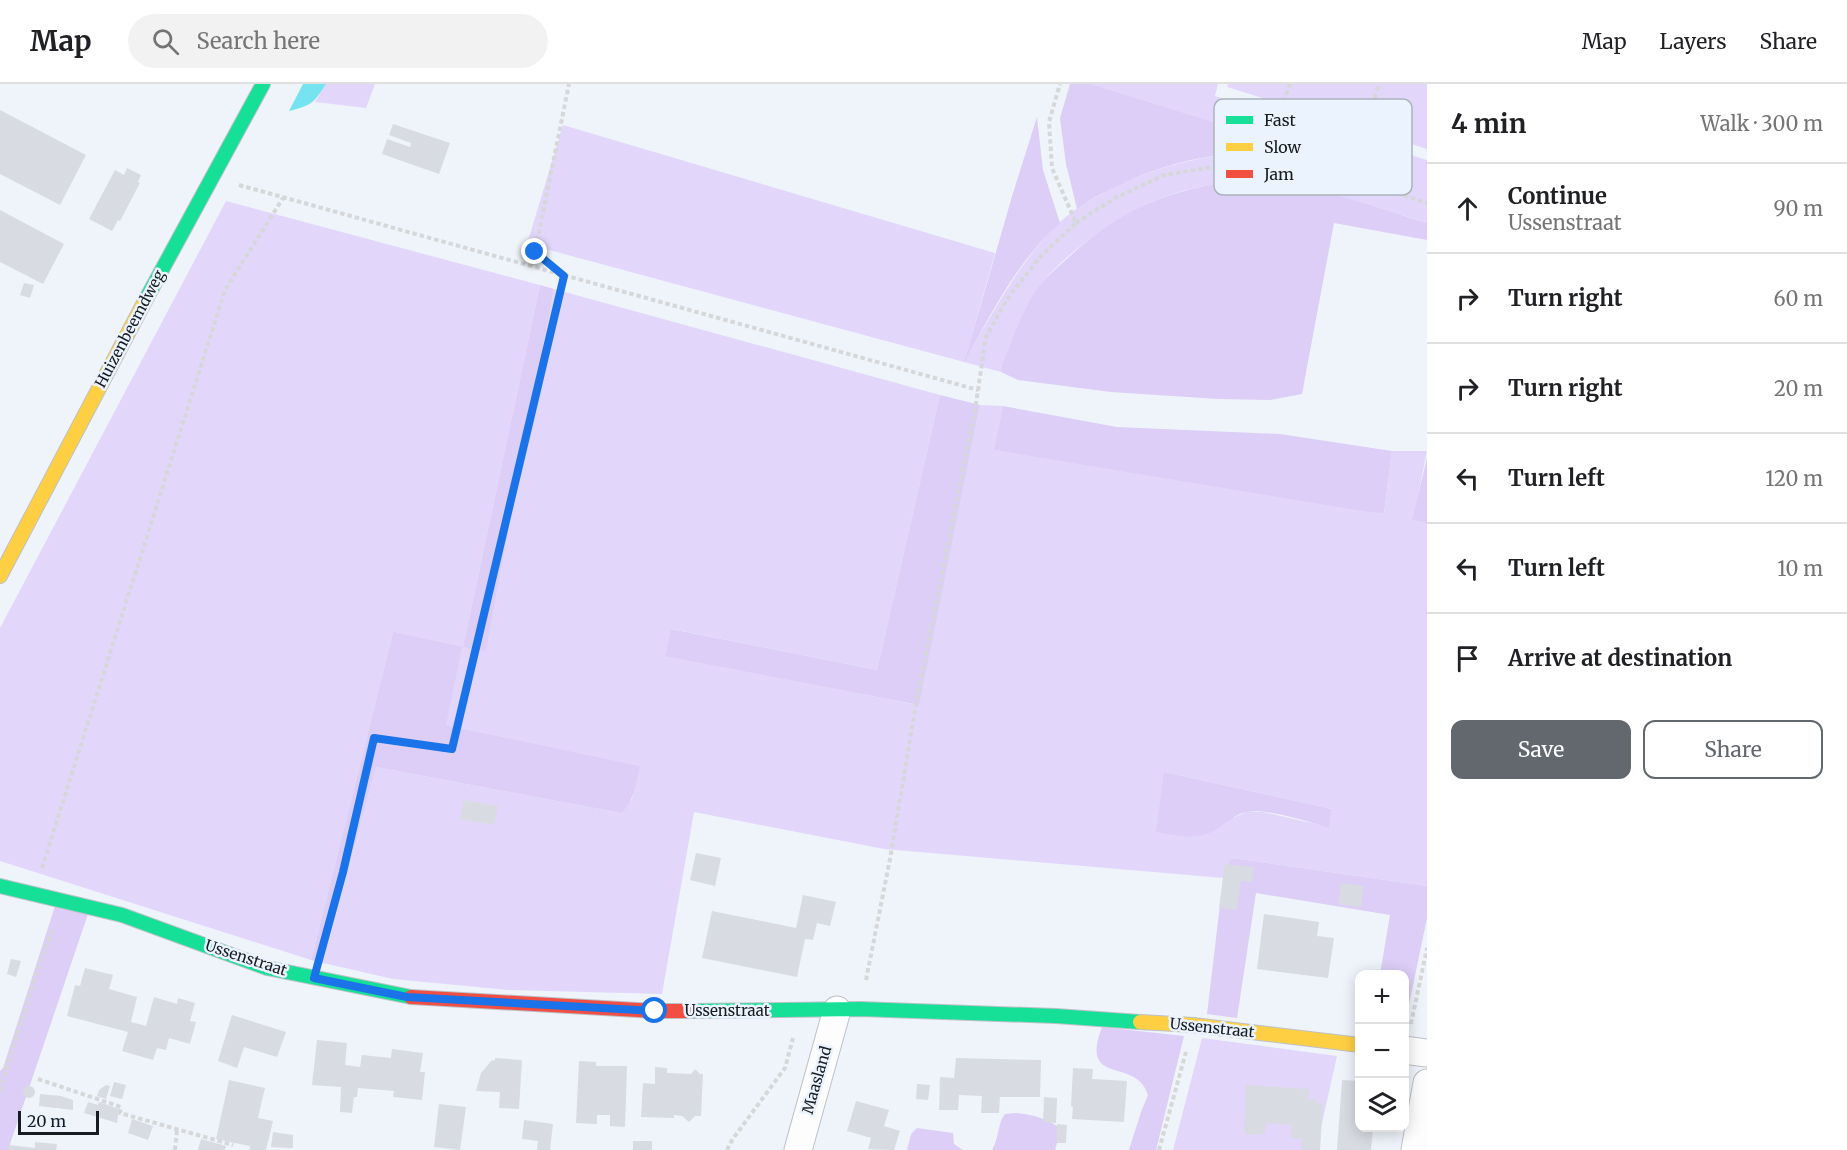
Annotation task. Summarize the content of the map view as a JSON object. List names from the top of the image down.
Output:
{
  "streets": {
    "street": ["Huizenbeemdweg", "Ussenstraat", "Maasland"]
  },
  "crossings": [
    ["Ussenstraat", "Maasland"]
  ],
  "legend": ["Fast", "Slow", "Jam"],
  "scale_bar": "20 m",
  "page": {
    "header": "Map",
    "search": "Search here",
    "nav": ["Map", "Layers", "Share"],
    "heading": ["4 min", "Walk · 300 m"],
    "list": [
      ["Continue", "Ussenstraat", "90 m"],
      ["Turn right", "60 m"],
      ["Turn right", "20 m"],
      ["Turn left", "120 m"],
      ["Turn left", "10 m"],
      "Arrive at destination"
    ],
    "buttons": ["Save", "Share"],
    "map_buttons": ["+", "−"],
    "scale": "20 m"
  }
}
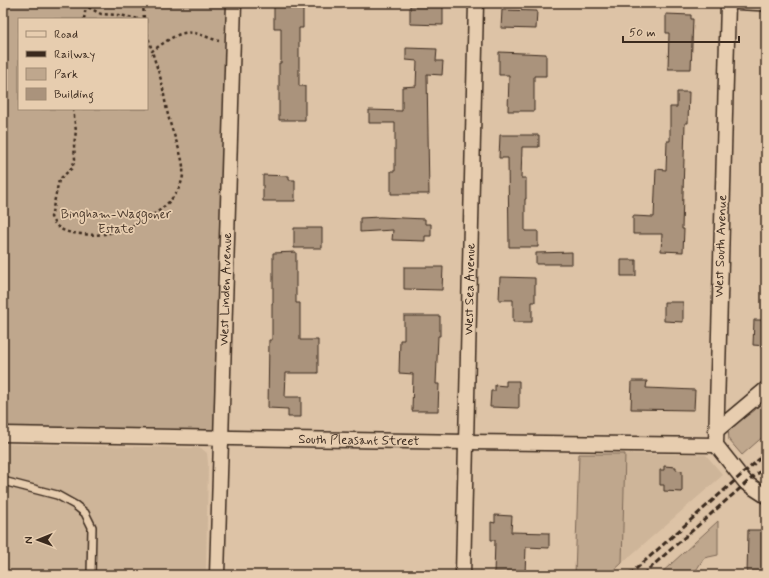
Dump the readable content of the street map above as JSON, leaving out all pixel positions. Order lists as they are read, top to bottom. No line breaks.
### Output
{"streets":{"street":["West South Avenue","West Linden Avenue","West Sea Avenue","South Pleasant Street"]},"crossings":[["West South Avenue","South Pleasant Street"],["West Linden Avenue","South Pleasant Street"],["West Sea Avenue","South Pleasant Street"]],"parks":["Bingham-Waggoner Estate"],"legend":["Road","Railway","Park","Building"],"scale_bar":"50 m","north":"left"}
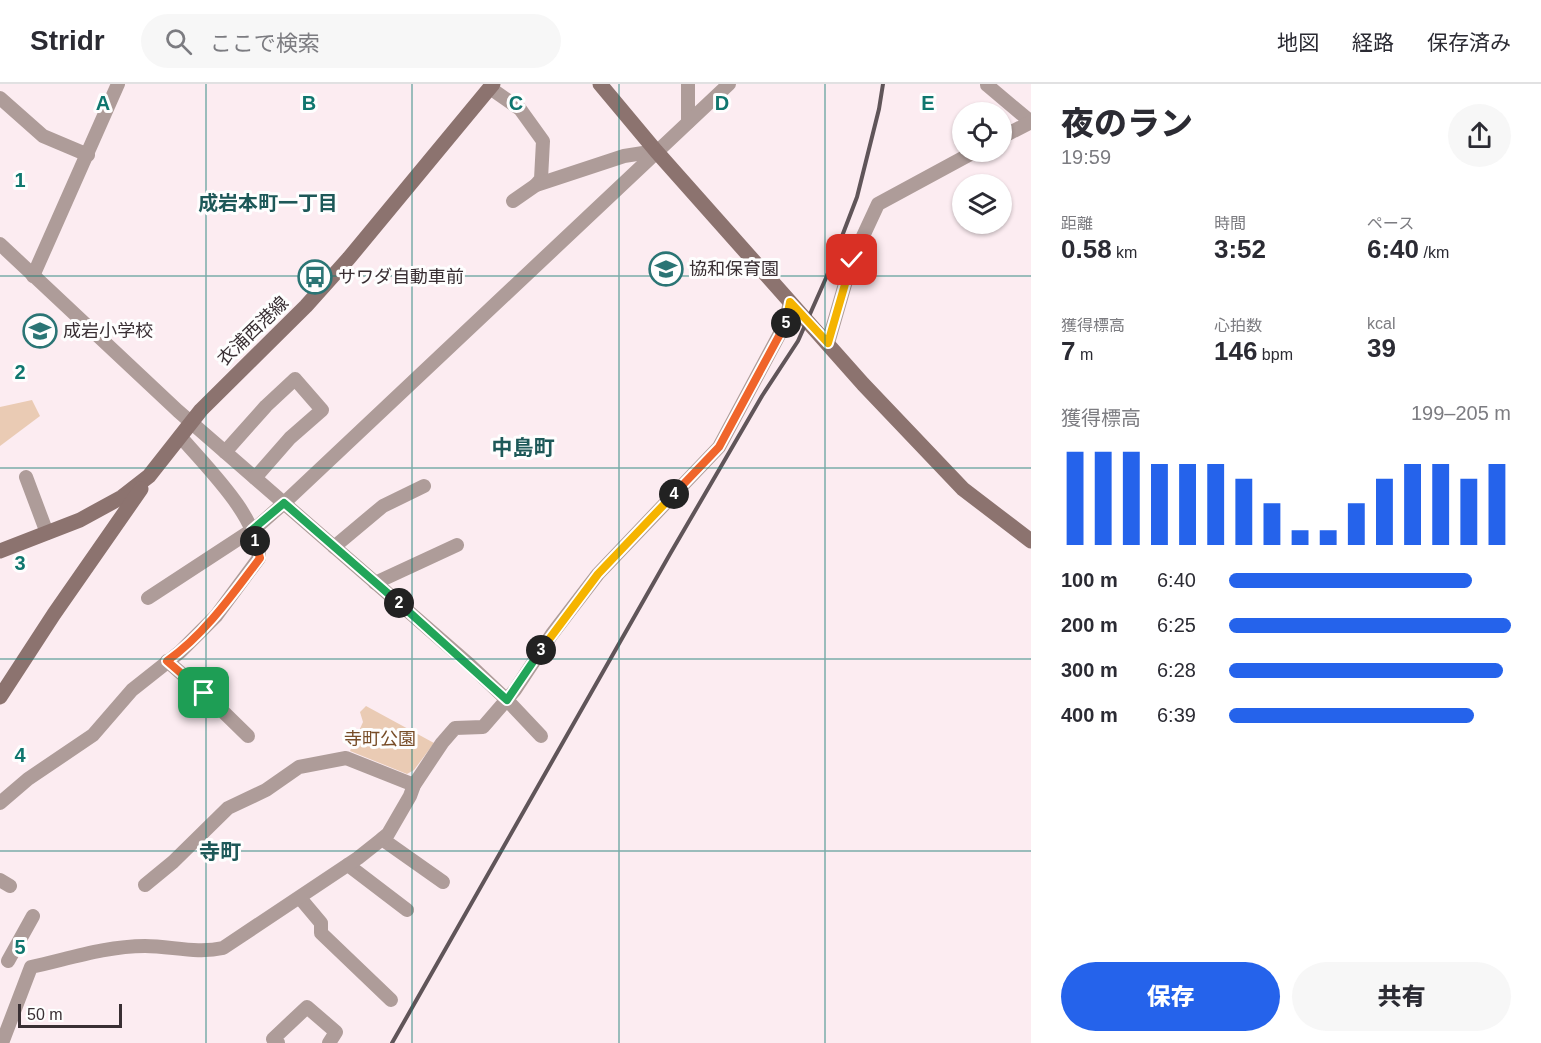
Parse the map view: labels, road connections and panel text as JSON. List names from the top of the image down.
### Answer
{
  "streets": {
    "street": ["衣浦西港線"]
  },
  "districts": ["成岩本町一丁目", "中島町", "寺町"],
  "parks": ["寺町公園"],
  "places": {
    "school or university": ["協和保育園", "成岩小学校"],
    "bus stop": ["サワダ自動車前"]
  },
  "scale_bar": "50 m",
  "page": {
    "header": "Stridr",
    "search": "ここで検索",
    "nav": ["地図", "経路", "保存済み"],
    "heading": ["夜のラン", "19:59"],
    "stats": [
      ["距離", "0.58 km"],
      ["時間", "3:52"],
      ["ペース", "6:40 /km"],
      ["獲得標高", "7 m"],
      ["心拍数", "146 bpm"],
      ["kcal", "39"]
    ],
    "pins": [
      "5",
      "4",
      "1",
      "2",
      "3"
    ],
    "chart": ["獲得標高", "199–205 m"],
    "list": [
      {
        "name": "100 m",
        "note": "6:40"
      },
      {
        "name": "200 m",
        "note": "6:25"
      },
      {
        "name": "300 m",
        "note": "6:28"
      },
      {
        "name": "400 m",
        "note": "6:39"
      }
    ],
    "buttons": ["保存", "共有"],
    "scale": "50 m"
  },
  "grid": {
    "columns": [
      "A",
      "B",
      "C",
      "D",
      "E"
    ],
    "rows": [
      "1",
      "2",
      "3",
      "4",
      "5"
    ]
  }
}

WHAT NEEDS TO BE DONE: Set the entries down again exactly. Do not include the images.

TASK RESULT:
Annotation task. Summarize the content of the map view as a JSON object. List names from the top of the image down.
Output:
{
  "streets": {
    "street": ["Huizenbeemdweg", "Ussenstraat", "Maasland"]
  },
  "crossings": [
    ["Ussenstraat", "Maasland"]
  ],
  "legend": ["Fast", "Slow", "Jam"],
  "scale_bar": "20 m",
  "page": {
    "header": "Map",
    "search": "Search here",
    "nav": ["Map", "Layers", "Share"],
    "heading": ["4 min", "Walk · 300 m"],
    "list": [
      ["Continue", "Ussenstraat", "90 m"],
      ["Turn right", "60 m"],
      ["Turn right", "20 m"],
      ["Turn left", "120 m"],
      ["Turn left", "10 m"],
      "Arrive at destination"
    ],
    "buttons": ["Save", "Share"],
    "map_buttons": ["+", "−"],
    "scale": "20 m"
  }
}
Dump the readable content of the street map above as JSON, leaving out all pixel positions. Order lists as they are read, top to bottom. No line breaks.
### Output
{"streets":{"street":["West South Avenue","West Linden Avenue","West Sea Avenue","South Pleasant Street"]},"crossings":[["West South Avenue","South Pleasant Street"],["West Linden Avenue","South Pleasant Street"],["West Sea Avenue","South Pleasant Street"]],"parks":["Bingham-Waggoner Estate"],"legend":["Road","Railway","Park","Building"],"scale_bar":"50 m","north":"left"}
Parse the map view: labels, road connections and panel text as JSON. List names from the top of the image down.
### Answer
{
  "streets": {
    "street": ["衣浦西港線"]
  },
  "districts": ["成岩本町一丁目", "中島町", "寺町"],
  "parks": ["寺町公園"],
  "places": {
    "school or university": ["協和保育園", "成岩小学校"],
    "bus stop": ["サワダ自動車前"]
  },
  "scale_bar": "50 m",
  "page": {
    "header": "Stridr",
    "search": "ここで検索",
    "nav": ["地図", "経路", "保存済み"],
    "heading": ["夜のラン", "19:59"],
    "stats": [
      ["距離", "0.58 km"],
      ["時間", "3:52"],
      ["ペース", "6:40 /km"],
      ["獲得標高", "7 m"],
      ["心拍数", "146 bpm"],
      ["kcal", "39"]
    ],
    "pins": [
      "5",
      "4",
      "1",
      "2",
      "3"
    ],
    "chart": ["獲得標高", "199–205 m"],
    "list": [
      {
        "name": "100 m",
        "note": "6:40"
      },
      {
        "name": "200 m",
        "note": "6:25"
      },
      {
        "name": "300 m",
        "note": "6:28"
      },
      {
        "name": "400 m",
        "note": "6:39"
      }
    ],
    "buttons": ["保存", "共有"],
    "scale": "50 m"
  },
  "grid": {
    "columns": [
      "A",
      "B",
      "C",
      "D",
      "E"
    ],
    "rows": [
      "1",
      "2",
      "3",
      "4",
      "5"
    ]
  }
}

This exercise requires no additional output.